Jeff Rohrer

No. 50
- Position: Linebacker

Personal information
- Born: December 25, 1958 (age 67) Inglewood, California, U.S.
- Height: 6 ft 3 in (1.91 m)
- Weight: 228 lb (103 kg)

Career information
- High school: Mira Costa (Manhattan Beach, California)
- College: Yale
- NFL draft: 1982: 2nd round, 53rd overall pick

Career history
- Dallas Cowboys (1982–1989);

Awards and highlights
- All-Ivy League (1981); All-New England (1981);

Career NFL statistics
- Sacks: 7.5
- Fumble recoveries: 4
- Stats at Pro Football Reference

= Jeff Rohrer =

American football player (born 1958)

Jeffrey Charles Rohrer (born December 25, 1958) is an American former professional football player who was a linebacker for the Dallas Cowboys of the National Football League (NFL). He played college football for the Yale Bulldogs and was selected in the second round of the 1982 NFL draft.

==Early life==
Rohrer attended Mira Costa High School, where he played football. He was a National Football Foundation and Hall of Fame Scholar-Athlete.

In 2014 Rohrer was inducted into Mira Costa's Distinguished Alumni Hall of Fame, in the same group of inductees as musician Jim Lindberg and scientist Lance J. Dixon.

==College career==
Rohrer accepted a football scholarship from Yale University. As a sophomore in 1978, he was a backup defensive end. He did not attend school in 1979.

As a junior in 1980, he was moved to inside linebacker and helped his team win the Ivy League championship. He registered 110 tackles (second on the team), 54 solo tackles, 8 tackles for loss, 2 sacks and 2 forced fumbles. He suffered a fractured ankle and missed the last 3 games of the season.

As a senior in 1981, he posted 136 tackles (school record), 71 solo tackles, 4 tackles for loss, one sack and one interception, while receiving All-Ivy League and All-New England honors. The team shared the Ivy League championship, tying Dartmouth College with a 9-1 overall record, and was briefly ranked in the nation’s top 20, with three of its players selected in the 1982 NFL draft.

==Professional career==
Rohrer was selected by the Dallas Cowboys in the second round (53rd overall) of the 1982 NFL draft, which at the time was considered a reach by the media. As a rookie, he played in 8 games on the special teams units. The next year in addition to special teams, he played on the short-yardage and goal line defenses.

In 1984, he was the backup at middle linebacker, until being moved to outside linebacker when Billy Cannon Jr. suffered a neck injury. The next year, he replaced Anthony Dickerson as the starting right outside linebacker, posting 54 tackles and 1.5 sacks.

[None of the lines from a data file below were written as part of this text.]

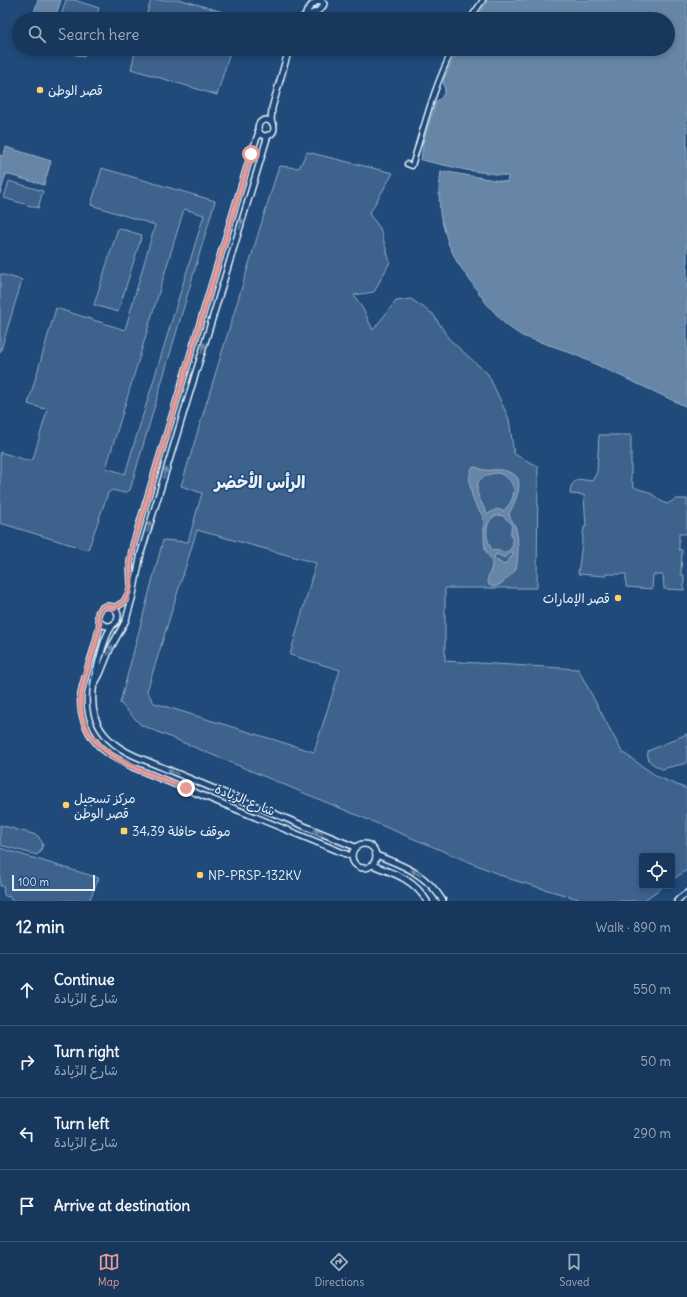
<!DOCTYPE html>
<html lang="en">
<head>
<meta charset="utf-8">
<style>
	body { margin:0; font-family:Delius,"Playpen Sans Arabic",sans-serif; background:#244365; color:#f1f3f6 }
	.controls { position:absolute; right:12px; bottom:12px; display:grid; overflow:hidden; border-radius:4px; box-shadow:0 2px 6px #0003 }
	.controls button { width:36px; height:36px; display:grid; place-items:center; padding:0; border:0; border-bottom:1px solid #365272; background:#17385c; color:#f1f3f6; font:20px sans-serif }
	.scale { position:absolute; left:12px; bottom:10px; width:83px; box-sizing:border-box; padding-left:4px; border:2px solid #e8f1f8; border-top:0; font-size:11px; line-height:14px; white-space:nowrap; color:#e8f1f8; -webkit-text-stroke:3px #1f4a7a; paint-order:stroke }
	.stop { position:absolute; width:12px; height:12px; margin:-9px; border:3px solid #e69b98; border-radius:50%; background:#fff }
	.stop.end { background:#e69b98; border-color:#fff; box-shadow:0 1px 4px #0008 }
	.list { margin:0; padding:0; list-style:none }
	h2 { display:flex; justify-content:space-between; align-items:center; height:52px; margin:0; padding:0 16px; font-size:17px }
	h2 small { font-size:13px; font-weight:400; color:#9eacbb }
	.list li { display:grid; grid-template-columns:26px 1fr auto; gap:12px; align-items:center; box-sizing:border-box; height:72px; padding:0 16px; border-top:1px solid #365272 }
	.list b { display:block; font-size:15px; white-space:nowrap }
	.list p { margin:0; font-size:13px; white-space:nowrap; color:#9eacbb }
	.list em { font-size:13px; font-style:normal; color:#9eacbb }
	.icon { flex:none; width:22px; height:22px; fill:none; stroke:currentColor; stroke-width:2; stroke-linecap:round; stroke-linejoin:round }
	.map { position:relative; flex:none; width:687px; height:901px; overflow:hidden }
	.search { position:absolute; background:#17385c; box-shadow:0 2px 6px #0003; left:12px; right:12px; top:12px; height:44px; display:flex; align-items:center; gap:10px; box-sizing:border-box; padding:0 14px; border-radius:22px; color:#9eacbb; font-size:15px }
	.sheet { height:340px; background:#17385c }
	nav { display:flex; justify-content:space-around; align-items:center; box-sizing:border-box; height:56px; border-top:1px solid #365272; background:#17385c; font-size:11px; color:#9eacbb }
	nav a { display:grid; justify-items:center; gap:2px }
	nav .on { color:#e69b98 }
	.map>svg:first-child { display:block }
	.green { fill:#3c628c; stroke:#92aac2; fill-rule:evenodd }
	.water { fill:#6685a7; stroke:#9ab0c7; fill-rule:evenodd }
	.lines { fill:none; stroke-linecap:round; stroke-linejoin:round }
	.pedestrian-casing { stroke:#e8f1f8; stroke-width:7 }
	.minor-casing { stroke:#e8f1f8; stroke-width:8 }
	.pedestrian { stroke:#1f4a7a; stroke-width:4 }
	.minor { stroke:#1f4a7a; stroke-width:5 }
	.oneway { fill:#6f8dac }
	.route { stroke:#e69b98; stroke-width:5 }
	.poi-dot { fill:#ffd166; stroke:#1f4a7a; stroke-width:1.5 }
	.labels { text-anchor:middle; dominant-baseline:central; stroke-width:3; stroke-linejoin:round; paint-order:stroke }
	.poi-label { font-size:13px; fill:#e8f1f8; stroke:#1f4a7a; text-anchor:start }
	.street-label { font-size:13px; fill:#e8f1f8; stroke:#1f4a7a }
	.district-label { font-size:17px; font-weight:bold; fill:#e8f1f8; stroke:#1f4a7a }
</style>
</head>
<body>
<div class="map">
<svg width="687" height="901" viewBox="0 0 687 901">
	<rect width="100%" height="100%" fill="#1f4a7a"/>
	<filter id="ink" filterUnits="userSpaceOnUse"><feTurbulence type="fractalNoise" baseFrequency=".025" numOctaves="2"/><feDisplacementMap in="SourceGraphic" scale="8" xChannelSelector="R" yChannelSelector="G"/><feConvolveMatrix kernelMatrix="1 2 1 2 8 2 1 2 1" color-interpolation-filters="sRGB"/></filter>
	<g filter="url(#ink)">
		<g class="green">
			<polygon points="66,0 74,0 99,8 95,19 69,19 61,16"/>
			<polygon points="151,0 182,0 240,17 239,19 145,19"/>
			<polygon points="136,49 231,49 217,95 131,69"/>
			<path d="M307,152L393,173L369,214L380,228L390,262L374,292L354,295L364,311L373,330L396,301L411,299L433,314L449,339L488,374L509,419L514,454L538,466L537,588H445V661L578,669L622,752L658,777L687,789V870L672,880V856H642V886H664L643,901H585L510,879L141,725L120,703L163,540L188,542L202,493L181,486L279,166L299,168ZM197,530L316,563L290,655L340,670L314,752L154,703L147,691Z"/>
			<path d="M102,168L215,201L130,490L124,493L112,490L108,493L88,550L0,523V452L29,461L33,459L47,411L45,409L28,404L56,308L125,330L155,225L91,205ZM184,209L204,215L125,474L106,468Z"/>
			<polygon points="9,181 43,191 38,208 4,198"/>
			<polygon points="118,228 142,235 118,312 94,305"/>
			<polygon points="0,274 22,280 0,353"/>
			<path d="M599,435H631V478L634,487C639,490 645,490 650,493C656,496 660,502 667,504L676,499H687V534H679V550H682L681,575H684V590L664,589L663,575H653L652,589L626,587V574H605V576L578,574L584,527H586L584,495L570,494L571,486L577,479L592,481L597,472Z"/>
			<path d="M687,734V763L662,769C653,764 646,763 648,751Z"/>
			<polygon points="0,825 33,834 38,836 43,844 40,853 38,853 37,855 0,845"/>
			<polygon points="0,848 99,878 89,901 12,901 9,896 7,897 4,895 3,886 0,886"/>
		</g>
		<g class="water">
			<polygon points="38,0 61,0 55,19 32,19"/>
			<polygon points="488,0 687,0 687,407 580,357 561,349 522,336 506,325 486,303 457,262 448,243 440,214 439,190 441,171 507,182 508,176 466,170 421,160 423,142 436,102 442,97 445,91 443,81 458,49 668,49 668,19 479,19 479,14"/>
			<polygon points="56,49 86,49 84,57"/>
			<polygon points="6,147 51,161 44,185 6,174 0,194 0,155 3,156"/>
			<path d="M475,467C478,468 481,469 484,470C489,471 495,469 500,470C505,470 514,473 517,477C523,487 513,506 509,514C510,519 513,521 515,526C519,536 519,562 515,571C507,577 500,590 489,585C485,577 492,572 492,564C492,558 486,554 485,548C483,538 485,527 483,517C481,512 477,508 475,504C471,496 467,475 472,468ZM497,473C518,478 518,499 503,511L497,509L488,514C485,512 484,507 482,504C472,486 477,475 497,473ZM498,515L503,516L512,524C512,527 510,531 511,534C513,542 515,546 507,552L493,550C484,541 484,518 498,515ZM512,552L514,553L513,555L504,565L494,558V557L496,554C506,558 503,560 512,552Z"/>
		</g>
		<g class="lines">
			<defs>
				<g id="pedestrian">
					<polyline points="470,19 483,0"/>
					<path d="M407,164L412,166C424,126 434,86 453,49"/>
				</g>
				<g id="minor">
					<path d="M301,19C308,13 320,14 324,4L321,0C313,2 307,9 305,16"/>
					<circle cx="266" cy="128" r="8"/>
					<polyline points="271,122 272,108 289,49"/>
					<circle cx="108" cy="616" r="10"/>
					<polyline points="114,608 124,602 129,593 131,584 130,562 133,546 251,154 259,132"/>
					<path d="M100,623C97,646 87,667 82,689C77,712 87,738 106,752C113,758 122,761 130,766L351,856"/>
					<path d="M112,626C105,636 102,649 99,661C86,705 90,736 135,756L355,847"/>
					<polyline points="94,685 100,674 110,649 126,620 133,595 141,553 268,135"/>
					<circle cx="364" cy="856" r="12"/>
					<path d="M376,855C405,866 426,874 443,901"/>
					<path d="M372,865C396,874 413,879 427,901"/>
					<polyline points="677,901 681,897 687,893"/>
				</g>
			</defs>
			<use href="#pedestrian" class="pedestrian-casing"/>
			<use href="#minor" class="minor-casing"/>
			<use href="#pedestrian" class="pedestrian"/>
			<use href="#minor" class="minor"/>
		</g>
		<defs><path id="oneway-solid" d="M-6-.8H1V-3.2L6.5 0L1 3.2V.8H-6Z"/></defs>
		<g class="oneway">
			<use href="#oneway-solid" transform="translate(241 224) rotate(-73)"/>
			<use href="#oneway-solid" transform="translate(203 348) rotate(-73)"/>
			<use href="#oneway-solid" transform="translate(165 473) rotate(-73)"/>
			<use href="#oneway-solid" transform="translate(149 527) rotate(-73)"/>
			<use href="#oneway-solid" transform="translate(110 650) rotate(-65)"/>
			<use href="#oneway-solid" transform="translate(173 772) rotate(-158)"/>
			<use href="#oneway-solid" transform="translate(319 832) rotate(-158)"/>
			<use href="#oneway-solid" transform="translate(416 873) rotate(-147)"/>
		</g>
	</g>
	<g class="lines" filter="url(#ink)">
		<path class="route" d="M186,788C143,771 74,754 81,695C84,674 94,653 98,633C99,630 100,625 100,623C99,621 98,619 98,617C97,607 107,604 114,608L124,602L129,593L131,584L130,562L133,546L251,154"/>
	</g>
	<g class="poi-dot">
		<circle cx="40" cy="90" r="4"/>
		<circle cx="618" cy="598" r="4"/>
		<circle cx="66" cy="805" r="4"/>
		<rect x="120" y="827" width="8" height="8" rx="2"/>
		<circle cx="200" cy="875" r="4"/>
	</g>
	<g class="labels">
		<g class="poi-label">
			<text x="48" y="90">قصر الوطن</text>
			<text x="610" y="598" text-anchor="end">قصر الإمارات</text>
			<text x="74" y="798">مركز تسجيل<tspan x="74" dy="15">قصر الوطن</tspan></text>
			<text x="132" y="831">موقف حافلة 34،39</text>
			<text x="208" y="875">NP-PRSP-132KV</text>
		</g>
		<g class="street-label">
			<text transform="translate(245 800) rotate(22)">شارع الرِّيادة</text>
		</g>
		<g class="district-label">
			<text x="260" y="482">الرأس الأخضر</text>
		</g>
	</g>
</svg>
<div class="controls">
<button><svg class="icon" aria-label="locate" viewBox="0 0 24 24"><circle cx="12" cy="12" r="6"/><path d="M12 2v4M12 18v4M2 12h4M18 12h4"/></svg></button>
</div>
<div class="scale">100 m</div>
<div class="stop" style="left:251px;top:154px"></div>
<div class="stop end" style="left:186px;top:788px"></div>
<div class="search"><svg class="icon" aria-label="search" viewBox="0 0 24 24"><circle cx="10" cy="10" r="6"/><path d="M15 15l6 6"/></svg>Search here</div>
</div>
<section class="sheet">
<h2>12 min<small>Walk · 890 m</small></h2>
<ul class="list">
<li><svg class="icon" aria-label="ahead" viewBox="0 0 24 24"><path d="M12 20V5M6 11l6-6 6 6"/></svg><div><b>Continue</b><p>شارع الرِّيادة</p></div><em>550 m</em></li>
<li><svg class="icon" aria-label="right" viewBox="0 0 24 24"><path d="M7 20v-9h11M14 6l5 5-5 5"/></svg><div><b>Turn right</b><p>شارع الرِّيادة</p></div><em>50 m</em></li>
<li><svg class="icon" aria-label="left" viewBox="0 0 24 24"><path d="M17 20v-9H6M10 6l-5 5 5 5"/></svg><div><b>Turn left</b><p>شارع الرِّيادة</p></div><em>290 m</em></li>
<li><svg class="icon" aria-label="arrive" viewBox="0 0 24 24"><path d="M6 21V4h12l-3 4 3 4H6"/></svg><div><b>Arrive at destination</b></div></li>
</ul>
</section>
<nav>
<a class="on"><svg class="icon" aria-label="map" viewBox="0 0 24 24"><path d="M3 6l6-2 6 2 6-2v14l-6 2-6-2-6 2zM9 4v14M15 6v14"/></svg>Map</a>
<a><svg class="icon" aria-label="directions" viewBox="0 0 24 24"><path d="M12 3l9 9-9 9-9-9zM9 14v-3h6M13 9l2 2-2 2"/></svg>Directions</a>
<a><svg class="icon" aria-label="saved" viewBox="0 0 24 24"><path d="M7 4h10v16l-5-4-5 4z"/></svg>Saved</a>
</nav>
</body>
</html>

In 1986, he registered 111 tackles (second on the team), 2 sacks, 4 forced fumbles (led the team) and one fumble recovery. In 1987, he was replaced on passing downs, but still managed 74 tackles (third on the team), 4 sacks (led the linebackers) and 2 fumble recoveries. During training camp in 1988, he was hospitalized with a bulging disc in his lower back, which required season ending surgery.

In 1989, with the arrival of head coach Jimmy Johnson, he was released before the season started, as part of a youth movement. During his time with the Cowboys, he was considered a tough and outspoken player.

==Personal life==
On November 18, 2018, Rohrer and Joshua Ross were married. His marriage made him the first NFL player, former or current, to enter into a same-sex marriage. Rohrer was formerly married to Heather Rohrer, with whom he had two children.